• **ASSIGNMENT**:
Copy the complete listing word for word, but do not carry over any images.

• **DATA SHOWN**:
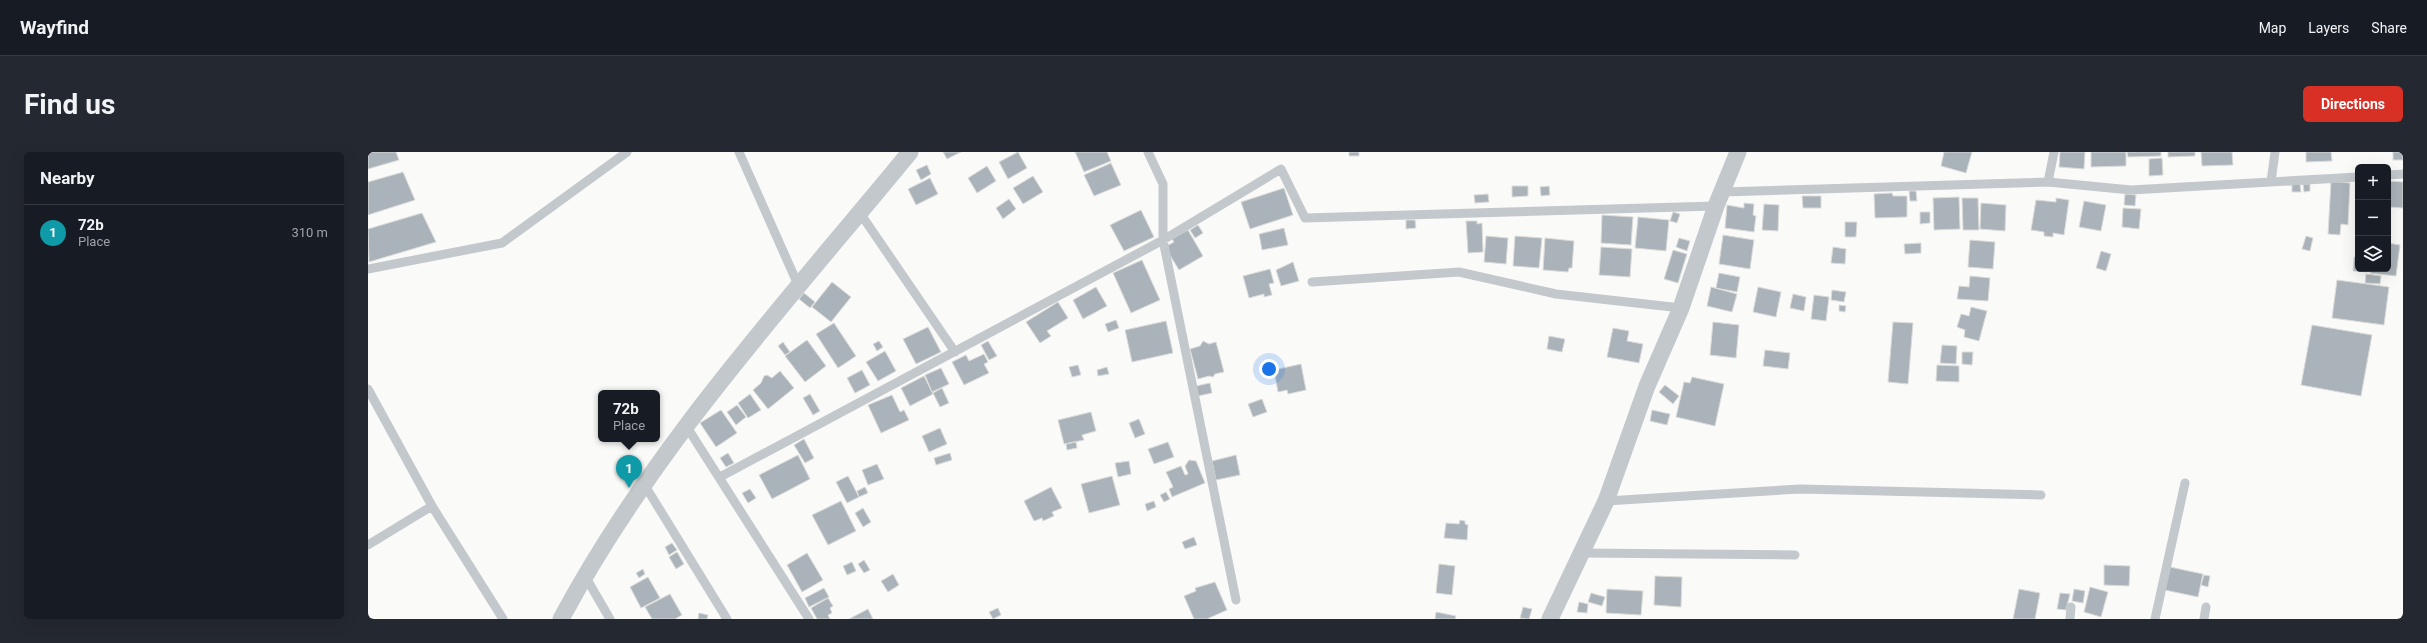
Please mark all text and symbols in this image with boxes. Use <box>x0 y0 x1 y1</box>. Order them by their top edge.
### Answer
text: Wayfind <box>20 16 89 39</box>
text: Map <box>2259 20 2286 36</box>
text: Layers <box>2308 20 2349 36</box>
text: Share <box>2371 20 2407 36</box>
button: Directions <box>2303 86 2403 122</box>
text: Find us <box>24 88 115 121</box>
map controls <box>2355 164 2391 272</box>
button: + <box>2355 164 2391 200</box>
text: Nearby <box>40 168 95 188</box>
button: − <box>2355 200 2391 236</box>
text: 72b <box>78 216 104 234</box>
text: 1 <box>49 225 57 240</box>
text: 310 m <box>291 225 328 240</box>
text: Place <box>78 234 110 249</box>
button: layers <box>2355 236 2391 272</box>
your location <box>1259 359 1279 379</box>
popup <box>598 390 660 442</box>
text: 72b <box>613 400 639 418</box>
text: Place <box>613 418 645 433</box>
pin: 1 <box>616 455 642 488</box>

• **OUTPUT FOR THIS EXERCISE**:
Please mark all text and symbols in this image with boxes. Use <box>x0 y0 x1 y1</box>. Order them by their top edge.
### Answer
text: Wayfind <box>20 16 89 39</box>
text: Map <box>2259 20 2286 36</box>
text: Layers <box>2308 20 2349 36</box>
text: Share <box>2371 20 2407 36</box>
button: Directions <box>2303 86 2403 122</box>
text: Find us <box>24 88 115 121</box>
map controls <box>2355 164 2391 272</box>
button: + <box>2355 164 2391 200</box>
text: Nearby <box>40 168 95 188</box>
button: − <box>2355 200 2391 236</box>
text: 72b <box>78 216 104 234</box>
text: 1 <box>49 225 57 240</box>
text: 310 m <box>291 225 328 240</box>
text: Place <box>78 234 110 249</box>
button: layers <box>2355 236 2391 272</box>
your location <box>1259 359 1279 379</box>
popup <box>598 390 660 442</box>
text: 72b <box>613 400 639 418</box>
text: Place <box>613 418 645 433</box>
pin: 1 <box>616 455 642 488</box>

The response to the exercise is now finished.